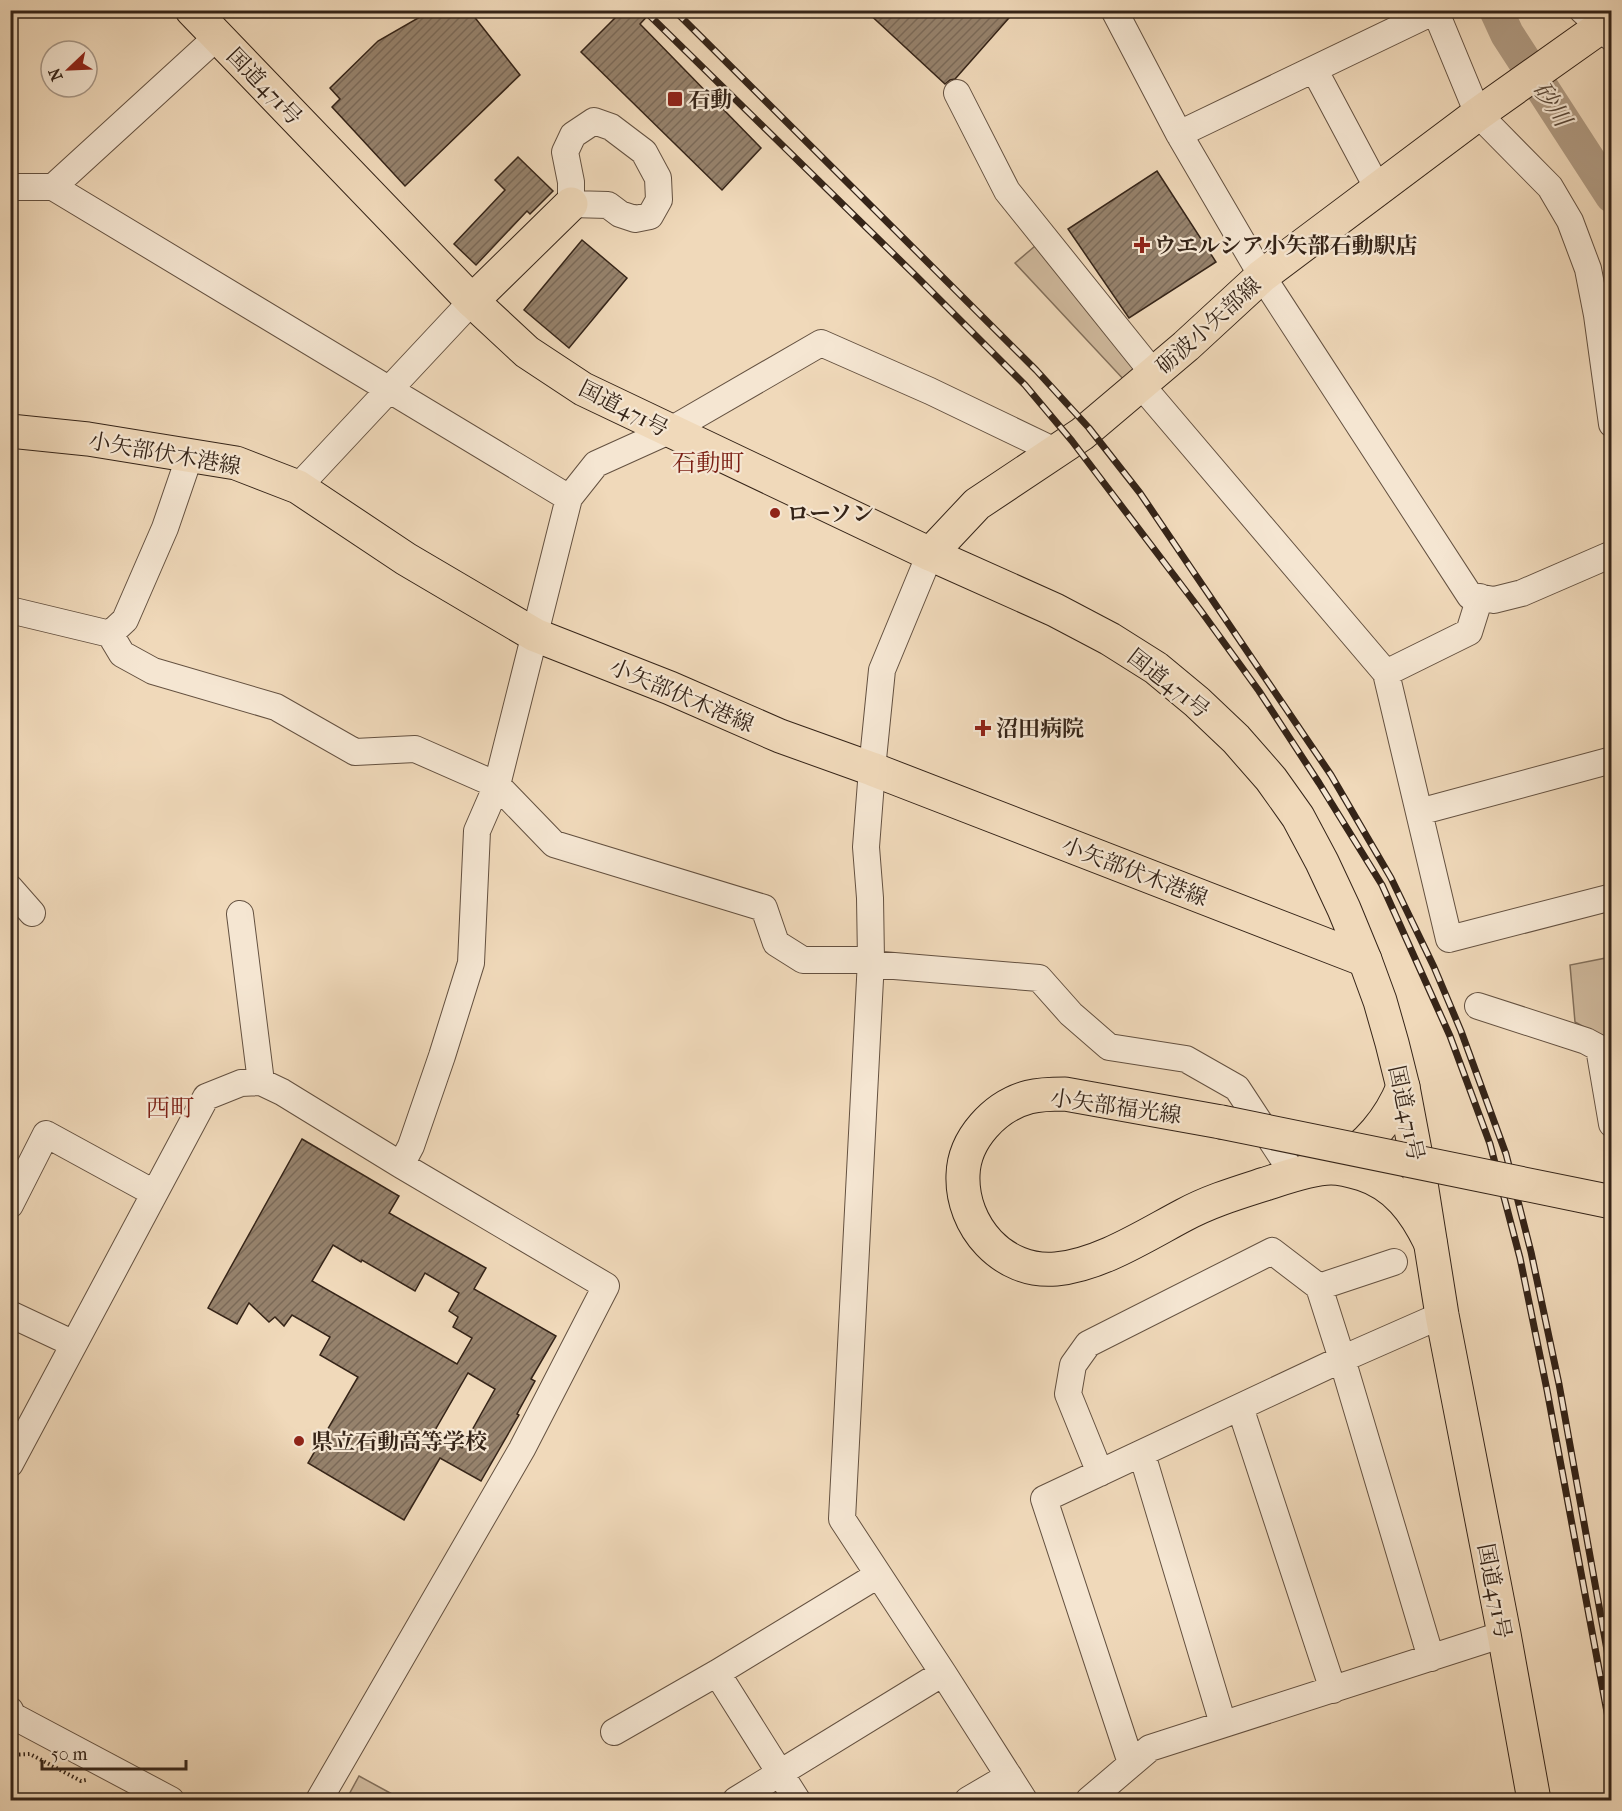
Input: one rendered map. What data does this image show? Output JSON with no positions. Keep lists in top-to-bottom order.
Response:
{
  "streets": {
    "main road": [
      "国道471号",
      "砺波小矢部線",
      "小矢部伏木港線",
      "小矢部福光線"
    ]
  },
  "crossings": [
    ["国道471号", "砺波小矢部線"],
    ["国道471号", "小矢部伏木港線"],
    ["国道471号", "小矢部福光線"]
  ],
  "districts": ["石動町", "西町"],
  "water": ["砂川"],
  "places": {
    "transit": ["石動"],
    "health": ["ウエルシア小矢部石動駅店", "沼田病院"],
    "other": ["ローソン", "県立石動高等学校"]
  },
  "scale_bar": "50 m",
  "north": "bottom left"
}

* * * * *

- **The task**:
Print the records above again exactly. Leave out the images.

- **Output below**:
Input: one rendered map. What data does this image show? Output JSON with no positions. Keep lists in top-to-bottom order.
Response:
{
  "streets": {
    "main road": [
      "国道471号",
      "砺波小矢部線",
      "小矢部伏木港線",
      "小矢部福光線"
    ]
  },
  "crossings": [
    ["国道471号", "砺波小矢部線"],
    ["国道471号", "小矢部伏木港線"],
    ["国道471号", "小矢部福光線"]
  ],
  "districts": ["石動町", "西町"],
  "water": ["砂川"],
  "places": {
    "transit": ["石動"],
    "health": ["ウエルシア小矢部石動駅店", "沼田病院"],
    "other": ["ローソン", "県立石動高等学校"]
  },
  "scale_bar": "50 m",
  "north": "bottom left"
}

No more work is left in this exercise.